Comparative Example 1
Except that the nucleating agent was not added to the base layer of Example 1, a film was formed in the same manner as in Example 1 to obtain an unstretched film. The obtained film was inferior in tear directionality and high in tear strength.

Comparative Example 2
An unstretched film was obtained in the same manner as in Example 1 except that the amount of the nucleating agent I added to the base layer of Example 1 was 0.025% by mass. The obtained film was inferior in tear directionality and high in tear strength.

Comparative Example 3
An unstretched film was obtained in the same manner as in Example 1 except that the first surface layer was adjusted to 20 μm and the base layer was adjusted to 5 μm, and the total was changed to 25 μm. The obtained film was inferior in tear directionality and high in tear strength.

Comparative Example 4
An unstretched film was obtained in the same manner as in Example 1 except that the first surface layer was adjusted to 0.5 μm and the base layer was adjusted to 24.5 μm, and the total was changed to 25 μm. The obtained film had excellent tear directionality and low tear strength, but was inferior in heat sealability.

Comparative Example 5
Resin C shown in Table 1 (propylene homopolymer having a melting point of 161 ° C. (FLX80G1 manufactured by Sumitomo Chemical Co., Ltd.)) 99.8% by mass was blended with 0.2% by mass of the nucleating agent I shown in Table 2 and 250 times in a 65 mmφ extruder.

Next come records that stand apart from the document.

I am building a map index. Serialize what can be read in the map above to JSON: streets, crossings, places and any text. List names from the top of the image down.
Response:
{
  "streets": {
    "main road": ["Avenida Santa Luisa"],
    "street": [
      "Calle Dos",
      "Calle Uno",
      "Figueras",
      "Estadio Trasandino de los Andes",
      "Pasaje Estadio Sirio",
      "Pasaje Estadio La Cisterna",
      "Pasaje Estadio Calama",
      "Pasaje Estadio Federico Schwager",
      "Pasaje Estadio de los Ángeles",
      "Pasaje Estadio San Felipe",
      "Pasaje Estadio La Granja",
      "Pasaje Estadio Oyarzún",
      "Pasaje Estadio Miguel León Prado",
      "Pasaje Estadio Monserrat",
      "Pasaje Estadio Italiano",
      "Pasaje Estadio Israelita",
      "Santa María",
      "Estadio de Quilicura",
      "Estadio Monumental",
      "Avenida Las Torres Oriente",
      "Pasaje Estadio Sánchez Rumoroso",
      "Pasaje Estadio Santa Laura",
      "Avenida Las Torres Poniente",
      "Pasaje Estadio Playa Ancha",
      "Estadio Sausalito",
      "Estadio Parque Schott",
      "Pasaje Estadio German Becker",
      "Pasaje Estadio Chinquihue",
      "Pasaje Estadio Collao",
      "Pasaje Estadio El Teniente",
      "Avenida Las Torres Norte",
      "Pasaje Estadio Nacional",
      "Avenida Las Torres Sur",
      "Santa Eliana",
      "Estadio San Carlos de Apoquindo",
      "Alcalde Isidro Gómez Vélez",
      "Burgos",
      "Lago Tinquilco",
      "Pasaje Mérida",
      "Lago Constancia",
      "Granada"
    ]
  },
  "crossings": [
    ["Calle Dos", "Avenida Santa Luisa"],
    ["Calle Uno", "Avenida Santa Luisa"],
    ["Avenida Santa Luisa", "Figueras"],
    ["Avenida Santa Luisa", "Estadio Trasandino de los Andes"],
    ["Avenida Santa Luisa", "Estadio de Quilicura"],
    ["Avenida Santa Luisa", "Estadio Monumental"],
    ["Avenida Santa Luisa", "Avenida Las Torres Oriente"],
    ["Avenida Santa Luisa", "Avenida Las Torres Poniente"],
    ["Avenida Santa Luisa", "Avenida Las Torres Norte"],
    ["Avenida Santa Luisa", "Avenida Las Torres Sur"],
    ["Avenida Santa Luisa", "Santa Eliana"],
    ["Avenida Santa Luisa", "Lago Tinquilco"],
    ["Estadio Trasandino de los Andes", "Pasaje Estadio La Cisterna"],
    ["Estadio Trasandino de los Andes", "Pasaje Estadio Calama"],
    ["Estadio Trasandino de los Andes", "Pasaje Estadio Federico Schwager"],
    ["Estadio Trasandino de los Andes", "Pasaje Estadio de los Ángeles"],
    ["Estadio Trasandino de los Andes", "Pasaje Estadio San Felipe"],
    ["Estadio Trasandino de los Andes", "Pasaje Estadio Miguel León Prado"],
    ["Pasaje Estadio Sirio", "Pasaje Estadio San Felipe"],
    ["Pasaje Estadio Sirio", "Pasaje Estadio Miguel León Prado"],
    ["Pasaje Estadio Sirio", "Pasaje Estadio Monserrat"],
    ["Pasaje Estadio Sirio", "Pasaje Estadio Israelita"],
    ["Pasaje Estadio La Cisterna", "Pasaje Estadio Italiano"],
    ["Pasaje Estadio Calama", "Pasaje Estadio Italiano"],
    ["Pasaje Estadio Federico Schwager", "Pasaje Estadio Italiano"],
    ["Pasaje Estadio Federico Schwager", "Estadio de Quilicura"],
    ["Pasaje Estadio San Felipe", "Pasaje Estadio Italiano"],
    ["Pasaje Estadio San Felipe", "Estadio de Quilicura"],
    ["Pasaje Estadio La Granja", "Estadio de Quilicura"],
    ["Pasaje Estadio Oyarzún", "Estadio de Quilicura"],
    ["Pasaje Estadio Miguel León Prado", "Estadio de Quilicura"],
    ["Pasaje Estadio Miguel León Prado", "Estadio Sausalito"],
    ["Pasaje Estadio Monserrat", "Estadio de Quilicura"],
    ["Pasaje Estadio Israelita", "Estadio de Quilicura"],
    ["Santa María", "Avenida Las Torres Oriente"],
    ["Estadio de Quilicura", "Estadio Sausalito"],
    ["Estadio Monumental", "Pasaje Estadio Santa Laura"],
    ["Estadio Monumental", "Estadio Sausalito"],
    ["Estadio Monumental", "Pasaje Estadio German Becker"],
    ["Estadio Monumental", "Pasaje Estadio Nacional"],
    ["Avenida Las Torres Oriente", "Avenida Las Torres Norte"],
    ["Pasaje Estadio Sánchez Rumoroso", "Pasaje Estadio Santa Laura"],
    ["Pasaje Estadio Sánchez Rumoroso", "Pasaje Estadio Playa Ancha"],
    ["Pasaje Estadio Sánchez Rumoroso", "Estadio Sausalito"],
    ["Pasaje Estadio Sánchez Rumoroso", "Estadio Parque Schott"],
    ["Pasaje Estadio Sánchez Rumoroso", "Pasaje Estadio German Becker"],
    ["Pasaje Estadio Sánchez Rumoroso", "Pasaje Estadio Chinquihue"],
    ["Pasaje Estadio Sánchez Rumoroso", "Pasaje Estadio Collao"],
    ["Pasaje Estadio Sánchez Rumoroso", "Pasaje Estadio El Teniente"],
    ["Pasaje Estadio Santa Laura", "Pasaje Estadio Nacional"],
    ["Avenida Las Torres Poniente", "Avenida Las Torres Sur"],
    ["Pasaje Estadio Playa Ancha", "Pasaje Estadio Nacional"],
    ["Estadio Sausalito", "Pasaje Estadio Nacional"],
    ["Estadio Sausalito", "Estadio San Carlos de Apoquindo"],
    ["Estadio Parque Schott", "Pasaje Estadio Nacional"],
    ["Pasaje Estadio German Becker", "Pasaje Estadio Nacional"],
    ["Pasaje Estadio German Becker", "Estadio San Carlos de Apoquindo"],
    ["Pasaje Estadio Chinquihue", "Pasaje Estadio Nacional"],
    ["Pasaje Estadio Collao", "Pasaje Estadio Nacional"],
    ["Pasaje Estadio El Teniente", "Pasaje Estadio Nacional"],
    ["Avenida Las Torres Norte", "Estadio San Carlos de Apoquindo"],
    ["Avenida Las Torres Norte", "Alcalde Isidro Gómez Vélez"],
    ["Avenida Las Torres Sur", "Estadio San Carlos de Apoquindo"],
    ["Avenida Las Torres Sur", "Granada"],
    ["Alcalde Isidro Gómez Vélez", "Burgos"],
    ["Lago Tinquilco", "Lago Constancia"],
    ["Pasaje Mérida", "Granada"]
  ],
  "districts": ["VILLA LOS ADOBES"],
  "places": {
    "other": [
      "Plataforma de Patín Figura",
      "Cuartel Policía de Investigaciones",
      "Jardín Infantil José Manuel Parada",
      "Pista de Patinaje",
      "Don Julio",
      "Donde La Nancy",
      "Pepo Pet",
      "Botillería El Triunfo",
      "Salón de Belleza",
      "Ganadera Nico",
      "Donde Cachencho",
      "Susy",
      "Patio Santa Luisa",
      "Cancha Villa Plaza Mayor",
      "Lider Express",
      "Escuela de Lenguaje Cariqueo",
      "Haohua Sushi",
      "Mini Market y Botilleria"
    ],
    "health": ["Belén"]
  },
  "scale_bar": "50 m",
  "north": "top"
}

Extruded and pelletized at 0 ° C., and a non-stretched film was obtained in the same manner as in Example 1 except that the obtained resin was used for the base layer. The obtained film was inferior in tear directionality.

Comparative Example 6
Resin D (propylene homopolymer having a melting point of 157 ° C. (FB3EBT manufactured by Nippon Polypro Co., Ltd.)) shown in Table 1 was blended with 99.8% by mass of 0.2% by mass of the nucleating agent I shown in Table 2, and 250 times in a 65 mmφ extruder. Extruded and pelletized at 0 ° C., and a non-stretched film was obtained in the same manner as in Example 1 except that the obtained resin was used for the base layer. The obtained film was inferior in tear directionality.

Comparative Example 7
A non-stretched film was obtained in the same manner as in Example 1 except that the nucleating agent added to the base layer of Example 1 was changed to nucleating agent II (sorbitol derivative) shown in Table 2. The resulting film had an odor. Also, the tear directionality was slightly inferior.

Comparative Example 8
A non-stretched film was obtained in the same manner as in Example 1 except that 95% by mass of the resin A shown in Table 1 and 5% by mass of the nucleating agent III shown in Table 2 were blended as the base layer resin. The obtained film was inferior in tear directionality and high in tear strength.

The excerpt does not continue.